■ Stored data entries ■
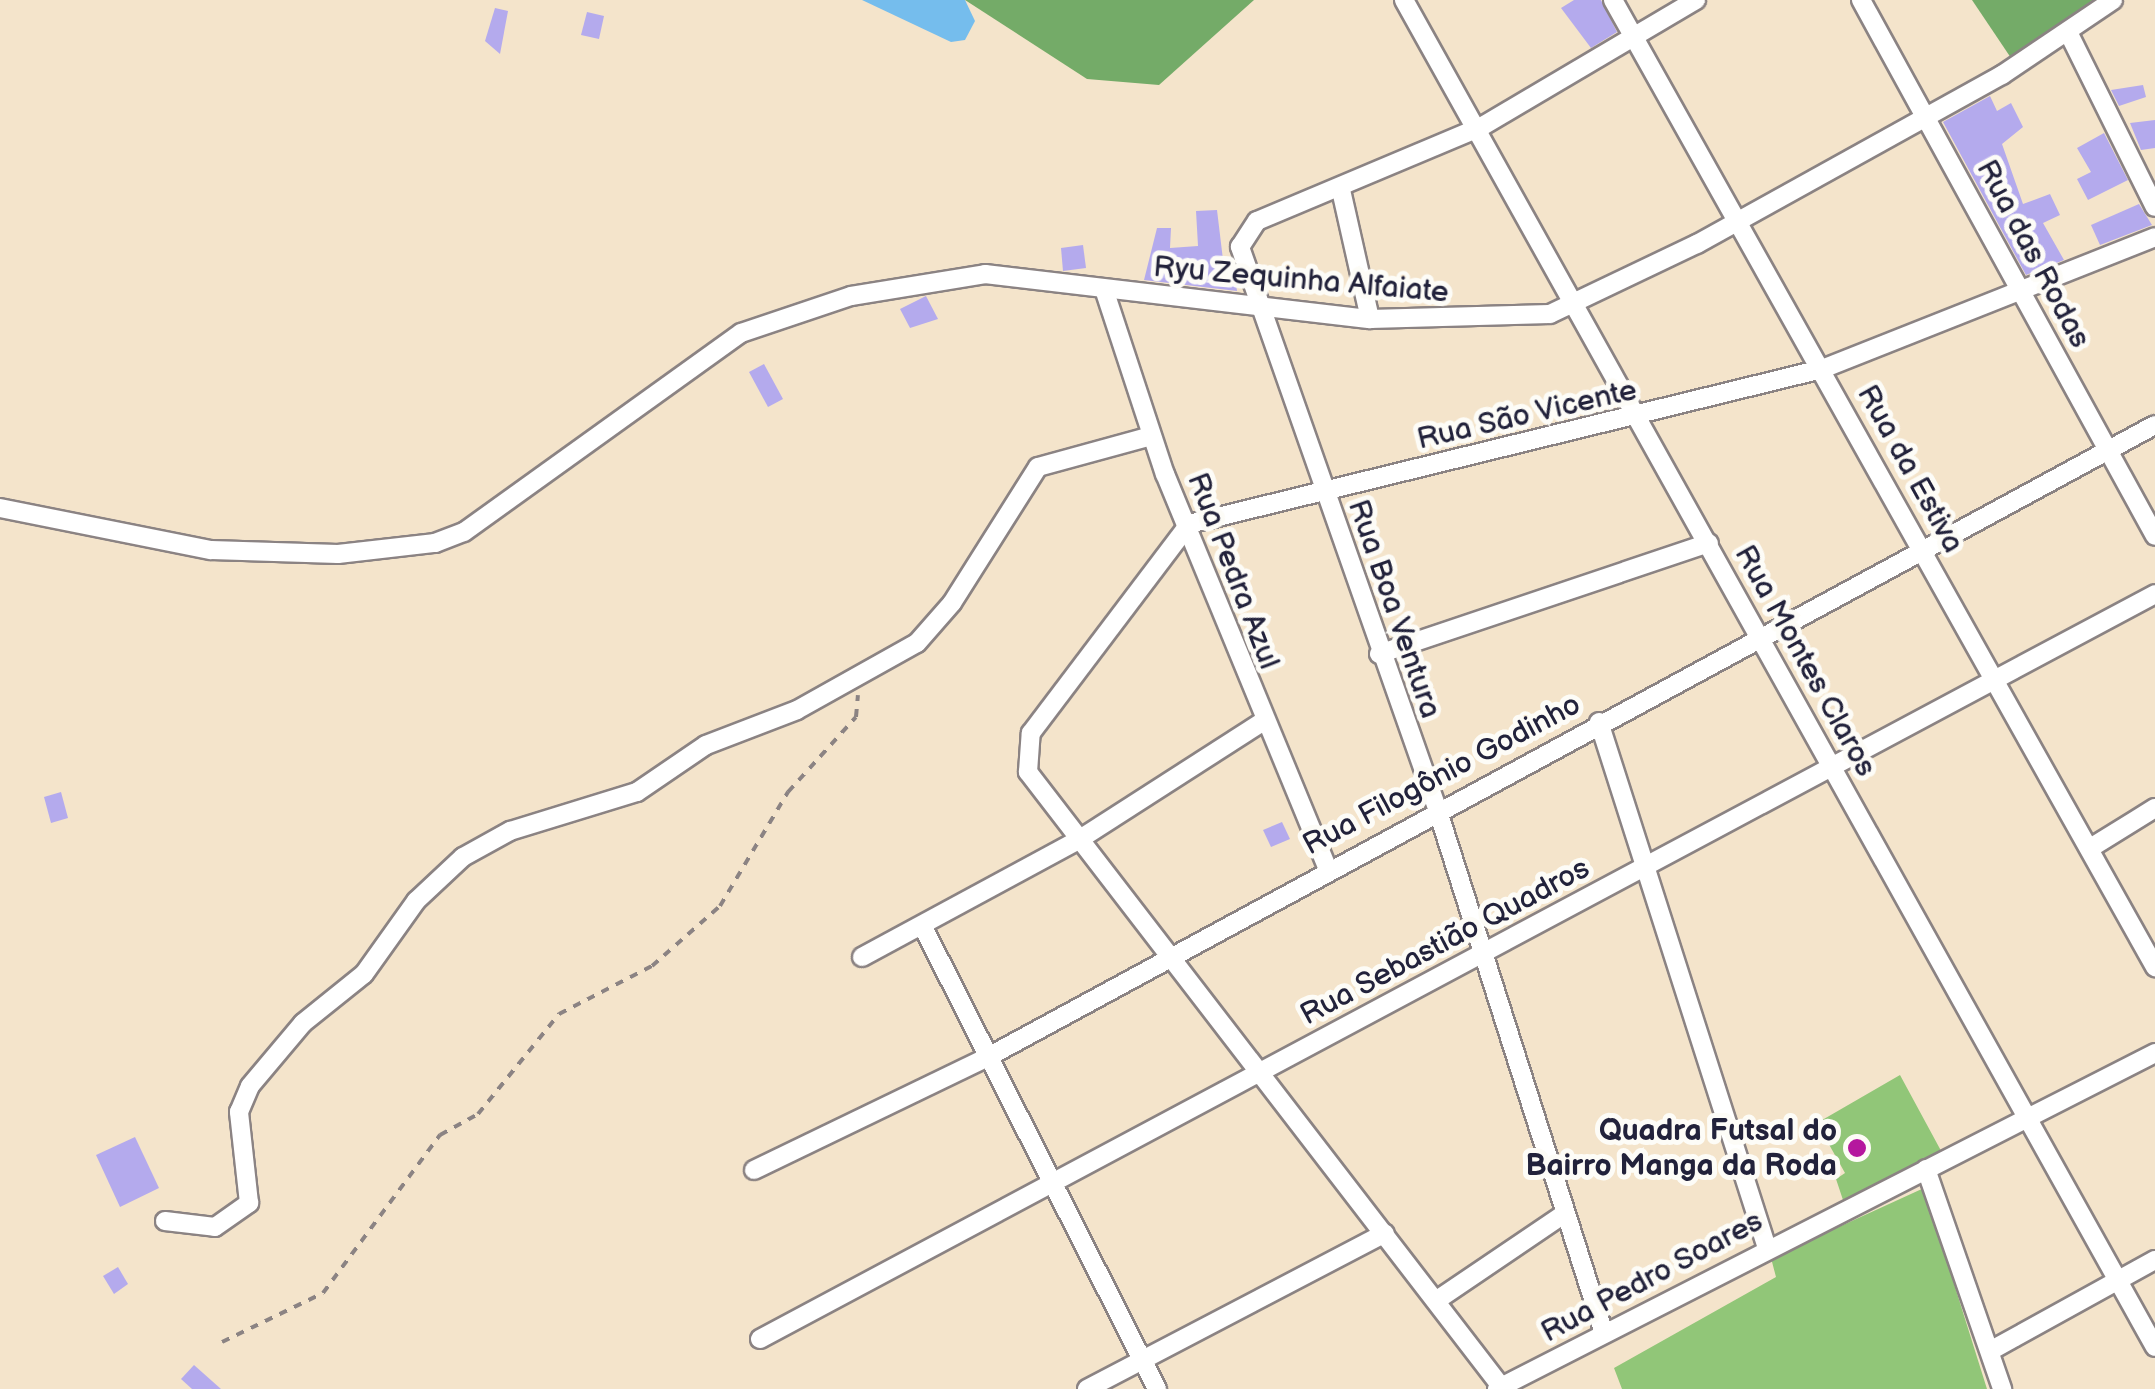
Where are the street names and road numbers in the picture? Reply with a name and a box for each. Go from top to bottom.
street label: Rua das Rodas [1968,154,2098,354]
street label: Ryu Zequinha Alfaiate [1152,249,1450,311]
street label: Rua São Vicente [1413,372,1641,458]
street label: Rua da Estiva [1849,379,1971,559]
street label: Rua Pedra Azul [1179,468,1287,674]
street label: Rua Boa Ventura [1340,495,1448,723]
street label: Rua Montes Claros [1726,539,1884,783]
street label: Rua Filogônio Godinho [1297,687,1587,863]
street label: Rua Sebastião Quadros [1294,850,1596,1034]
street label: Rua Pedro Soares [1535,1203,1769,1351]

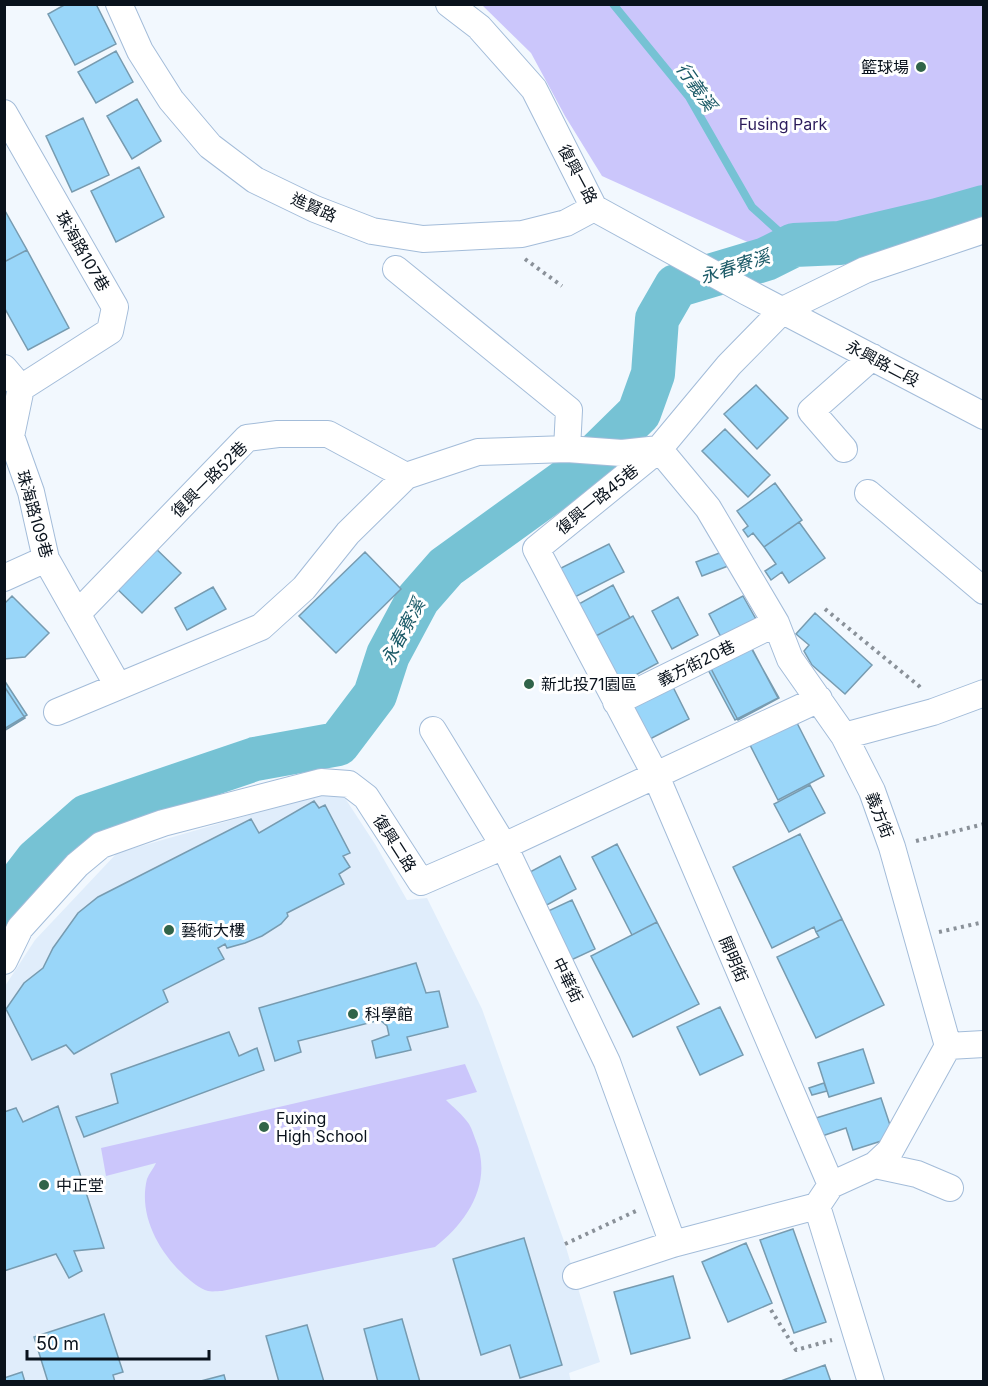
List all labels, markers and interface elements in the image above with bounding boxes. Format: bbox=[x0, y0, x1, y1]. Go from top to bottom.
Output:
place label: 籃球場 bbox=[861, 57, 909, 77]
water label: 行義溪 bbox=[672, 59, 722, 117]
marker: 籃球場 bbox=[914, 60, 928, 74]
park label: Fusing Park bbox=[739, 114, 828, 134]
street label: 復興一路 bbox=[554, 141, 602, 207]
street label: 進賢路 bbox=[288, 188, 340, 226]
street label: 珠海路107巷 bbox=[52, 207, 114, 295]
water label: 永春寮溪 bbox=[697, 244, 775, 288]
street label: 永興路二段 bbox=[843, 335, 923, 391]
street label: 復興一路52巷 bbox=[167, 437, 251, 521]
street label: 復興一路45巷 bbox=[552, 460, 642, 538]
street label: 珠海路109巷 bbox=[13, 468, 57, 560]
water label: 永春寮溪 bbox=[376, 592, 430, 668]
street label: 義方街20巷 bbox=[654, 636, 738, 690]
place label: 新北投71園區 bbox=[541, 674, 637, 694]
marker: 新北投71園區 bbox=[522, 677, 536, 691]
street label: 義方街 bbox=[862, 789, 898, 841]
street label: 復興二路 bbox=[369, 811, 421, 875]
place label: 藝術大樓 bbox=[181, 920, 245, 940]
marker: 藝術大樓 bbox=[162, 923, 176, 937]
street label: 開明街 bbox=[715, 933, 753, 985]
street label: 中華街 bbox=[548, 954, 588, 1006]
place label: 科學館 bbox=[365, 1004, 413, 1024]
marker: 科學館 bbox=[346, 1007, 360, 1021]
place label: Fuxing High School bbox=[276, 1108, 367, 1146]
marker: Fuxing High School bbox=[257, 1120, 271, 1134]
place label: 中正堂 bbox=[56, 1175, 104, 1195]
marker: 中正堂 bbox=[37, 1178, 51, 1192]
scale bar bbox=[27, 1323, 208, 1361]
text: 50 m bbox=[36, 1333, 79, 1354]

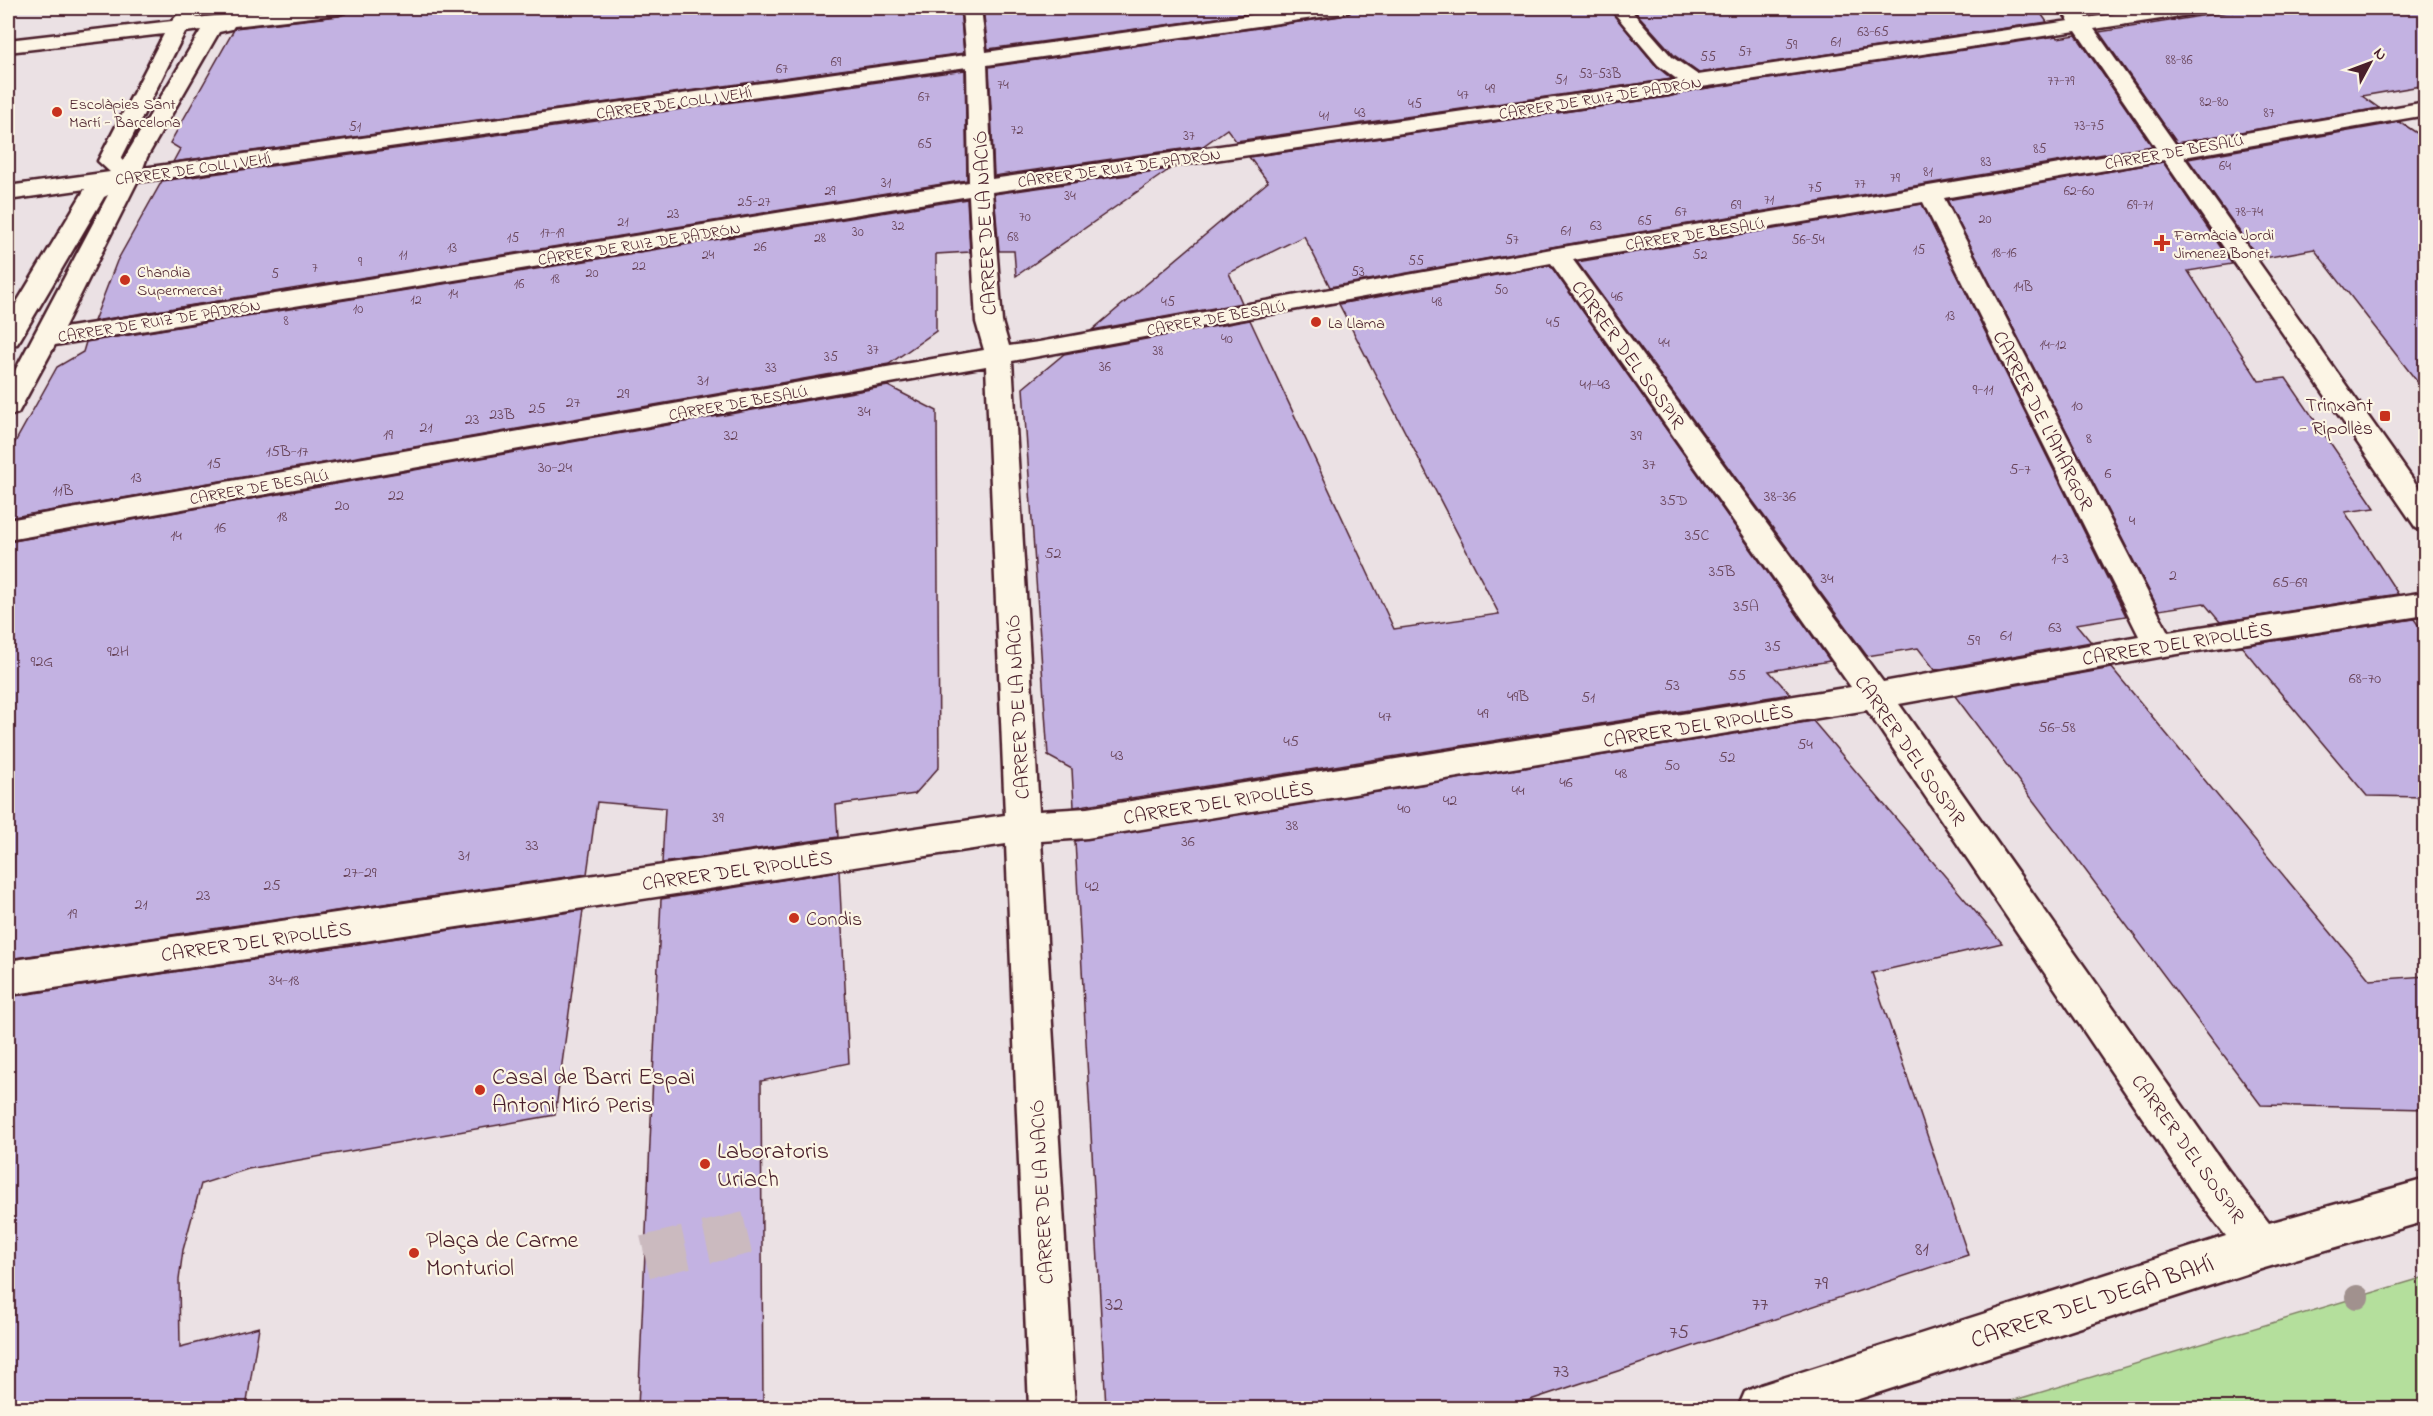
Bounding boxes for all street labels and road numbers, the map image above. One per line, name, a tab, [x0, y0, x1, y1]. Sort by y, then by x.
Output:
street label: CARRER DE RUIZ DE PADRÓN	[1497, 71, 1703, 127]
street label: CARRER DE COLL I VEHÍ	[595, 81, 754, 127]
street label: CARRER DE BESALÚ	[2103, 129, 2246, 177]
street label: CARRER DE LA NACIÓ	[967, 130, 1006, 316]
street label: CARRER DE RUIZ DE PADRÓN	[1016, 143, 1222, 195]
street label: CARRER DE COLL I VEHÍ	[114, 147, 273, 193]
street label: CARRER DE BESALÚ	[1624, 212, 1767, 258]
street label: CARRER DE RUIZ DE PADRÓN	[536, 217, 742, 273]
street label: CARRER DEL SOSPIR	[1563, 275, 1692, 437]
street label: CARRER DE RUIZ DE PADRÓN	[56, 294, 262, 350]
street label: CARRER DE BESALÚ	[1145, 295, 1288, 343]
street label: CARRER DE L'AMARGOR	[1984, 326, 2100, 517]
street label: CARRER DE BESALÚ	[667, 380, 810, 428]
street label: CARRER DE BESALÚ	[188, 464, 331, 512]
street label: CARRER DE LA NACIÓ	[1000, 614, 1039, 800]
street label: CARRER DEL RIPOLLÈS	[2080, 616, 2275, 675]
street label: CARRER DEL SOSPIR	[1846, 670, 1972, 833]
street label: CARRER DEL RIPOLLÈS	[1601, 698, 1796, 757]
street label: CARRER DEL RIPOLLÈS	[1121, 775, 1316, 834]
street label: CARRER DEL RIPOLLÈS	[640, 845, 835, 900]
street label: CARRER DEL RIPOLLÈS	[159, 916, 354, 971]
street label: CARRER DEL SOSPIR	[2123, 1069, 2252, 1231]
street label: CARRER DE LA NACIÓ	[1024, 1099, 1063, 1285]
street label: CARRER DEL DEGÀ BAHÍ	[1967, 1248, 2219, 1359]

■ Task to carry out ■
Begin with the line that contains "Bounding boxes for" and end with the last line of the records; set down every line in that span exactly, and nothing else.

■ Task answer ■
Bounding boxes for all street labels and road numbers, the map image above. One per line, name, a tab, [x0, y0, x1, y1]. Sort by y, then by x.
Output:
street label: CARRER DE RUIZ DE PADRÓN	[1497, 71, 1703, 127]
street label: CARRER DE COLL I VEHÍ	[595, 81, 754, 127]
street label: CARRER DE BESALÚ	[2103, 129, 2246, 177]
street label: CARRER DE LA NACIÓ	[967, 130, 1006, 316]
street label: CARRER DE RUIZ DE PADRÓN	[1016, 143, 1222, 195]
street label: CARRER DE COLL I VEHÍ	[114, 147, 273, 193]
street label: CARRER DE BESALÚ	[1624, 212, 1767, 258]
street label: CARRER DE RUIZ DE PADRÓN	[536, 217, 742, 273]
street label: CARRER DEL SOSPIR	[1563, 275, 1692, 437]
street label: CARRER DE RUIZ DE PADRÓN	[56, 294, 262, 350]
street label: CARRER DE BESALÚ	[1145, 295, 1288, 343]
street label: CARRER DE L'AMARGOR	[1984, 326, 2100, 517]
street label: CARRER DE BESALÚ	[667, 380, 810, 428]
street label: CARRER DE BESALÚ	[188, 464, 331, 512]
street label: CARRER DE LA NACIÓ	[1000, 614, 1039, 800]
street label: CARRER DEL RIPOLLÈS	[2080, 616, 2275, 675]
street label: CARRER DEL SOSPIR	[1846, 670, 1972, 833]
street label: CARRER DEL RIPOLLÈS	[1601, 698, 1796, 757]
street label: CARRER DEL RIPOLLÈS	[1121, 775, 1316, 834]
street label: CARRER DEL RIPOLLÈS	[640, 845, 835, 900]
street label: CARRER DEL RIPOLLÈS	[159, 916, 354, 971]
street label: CARRER DEL SOSPIR	[2123, 1069, 2252, 1231]
street label: CARRER DE LA NACIÓ	[1024, 1099, 1063, 1285]
street label: CARRER DEL DEGÀ BAHÍ	[1967, 1248, 2219, 1359]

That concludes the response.